|FRANK, JOSEPH - University Of Georgia|
|DARGATZ, DAVID - Animal And Plant Health Inspection Service (APHIS)|
|SIRAGUSA, GREGORY - Danisco Animal Nutrition|
|BAILEY, JOSEPH - Biomerieux, Inc|
Submitted to: Antimicrobial Agents and Chemotherapy
Publication Type: Abstract Only
Publication Acceptance Date: 9/11/2011
Publication Date: 9/13/2009
Citation: Thitaram, S.N., Frank, J.F., Dargatz, D.A., Siragusa, G.R., Bailey, J.S., Lyon, S.A., Cray, P.J. 2009. Isolation of Clostridium difficile from healthy food animals. Antimicrobial Agents and Chemotherapy. September 12-15, 2009. San Francisco, CA.
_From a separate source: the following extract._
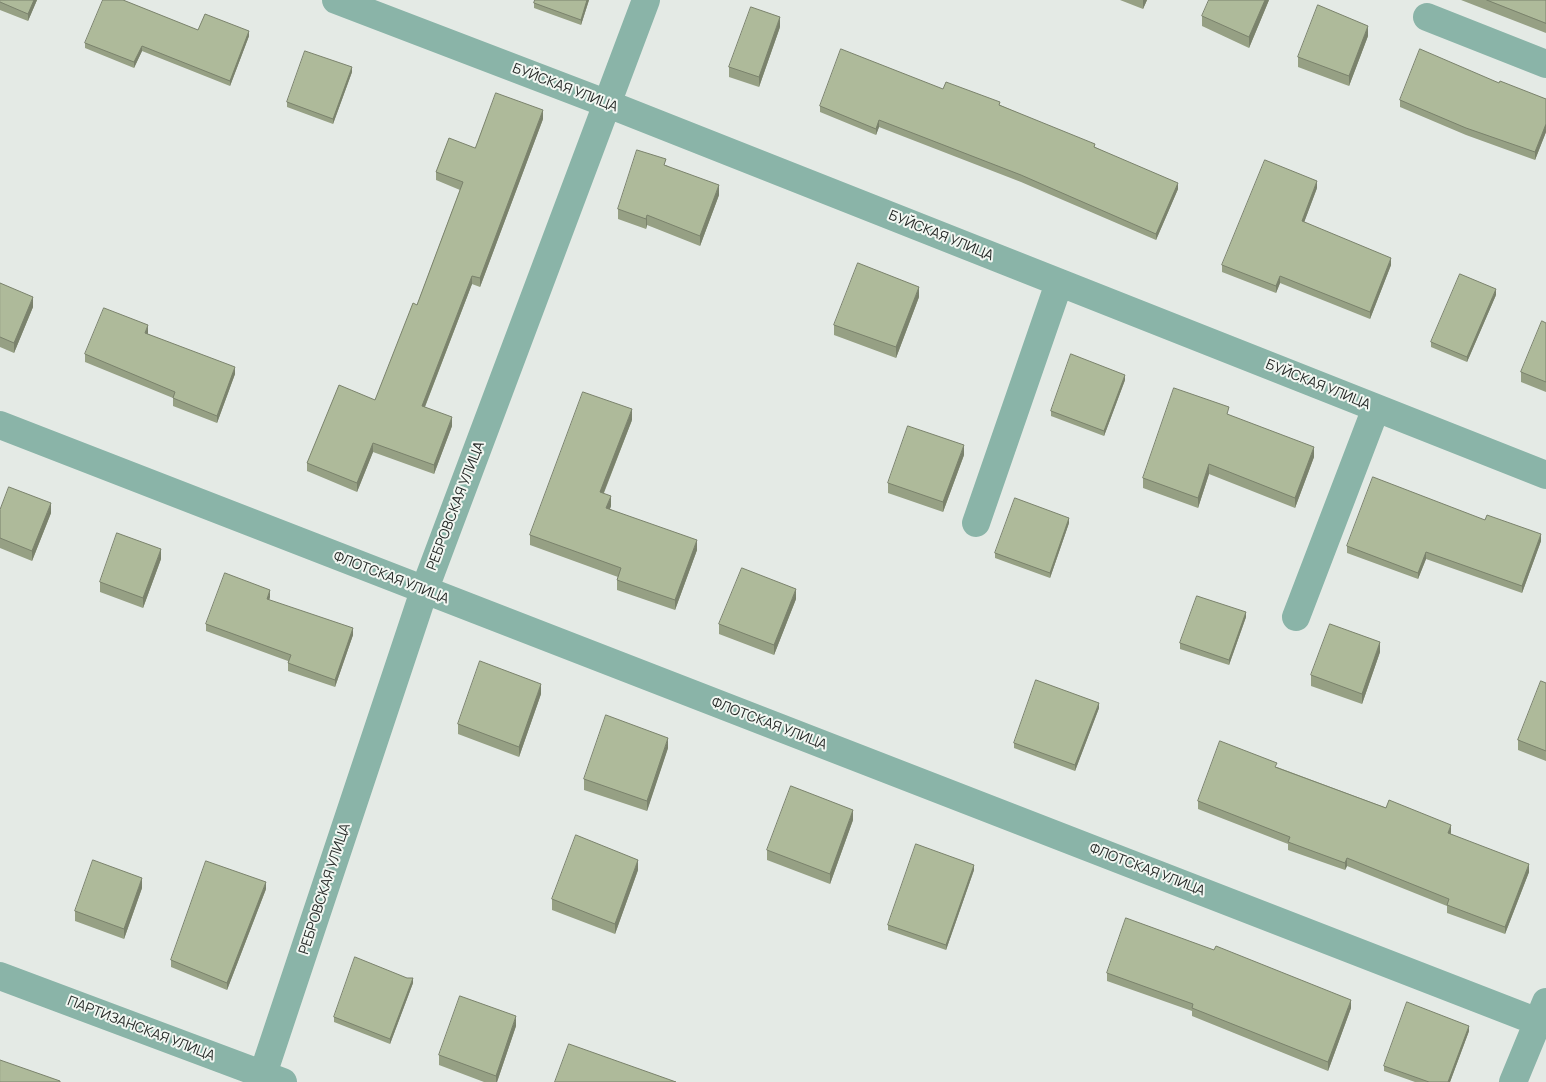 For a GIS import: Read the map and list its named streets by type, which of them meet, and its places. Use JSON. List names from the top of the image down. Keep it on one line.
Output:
{"streets":{"street":["БУЙСКАЯ УЛИЦА","РЕБРОВСКАЯ УЛИЦА","ФЛОТСКАЯ УЛИЦА","ПАРТИЗАНСКАЯ УЛИЦА"]},"crossings":[["БУЙСКАЯ УЛИЦА","РЕБРОВСКАЯ УЛИЦА"],["РЕБРОВСКАЯ УЛИЦА","ФЛОТСКАЯ УЛИЦА"],["РЕБРОВСКАЯ УЛИЦА","ПАРТИЗАНСКАЯ УЛИЦА"]]}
Technical Abstract: Background: Clostridium difficile-associated disease is increasingly reported and studies indicate that food animals may be sources of human infections. Methods: The presence of C. difficile in 345 swine fecal, 1,325 dairy cattle fecal, and 371 dairy environmental samples were examined. Two isolation techniques, single and double alcohol shock, were compared. The resulting 188 isolates (94 swine, 40 dairy cattle, and 54 environmental) and 33 human C. difficile isolates were tested for their susceptibility to 9 antimicrobials by Etest. Repetitive extragenic palindromic-polymerase chain reaction (rep-PCR) was used for isolate genotyping. Results: Fifty-five swine fecal samples, 32 dairy cattle fecal samples and 32 environmental samples were positive for C. difficile by either single or double alcohol shock method. Double alcohol shock was significantly better than single alcohol shock for the recovery of C. difficile in swine and environmental samples. All isolates were susceptible to amoxicillin-clavulanic acid, metronidazole, and vancomycin; 2 were susceptible to rifampicin. All isolates were resistant to levofloxacin. One hundred nineteen distinct patterns were identified by rep-PCR. Overall, 20 (9%) isolates from animal origin were indistinguishable from one human isolate by rep-PCR. Conclusions: While C. difficile was more prevalent in swine than in dairy cattle and environment, each is a potential reservoir of C. difficile. Resistance to metronidazole and vancomycin has yet to develop in swine and dairy cattle. Additional research is warranted to determine if this presents an impact on human health.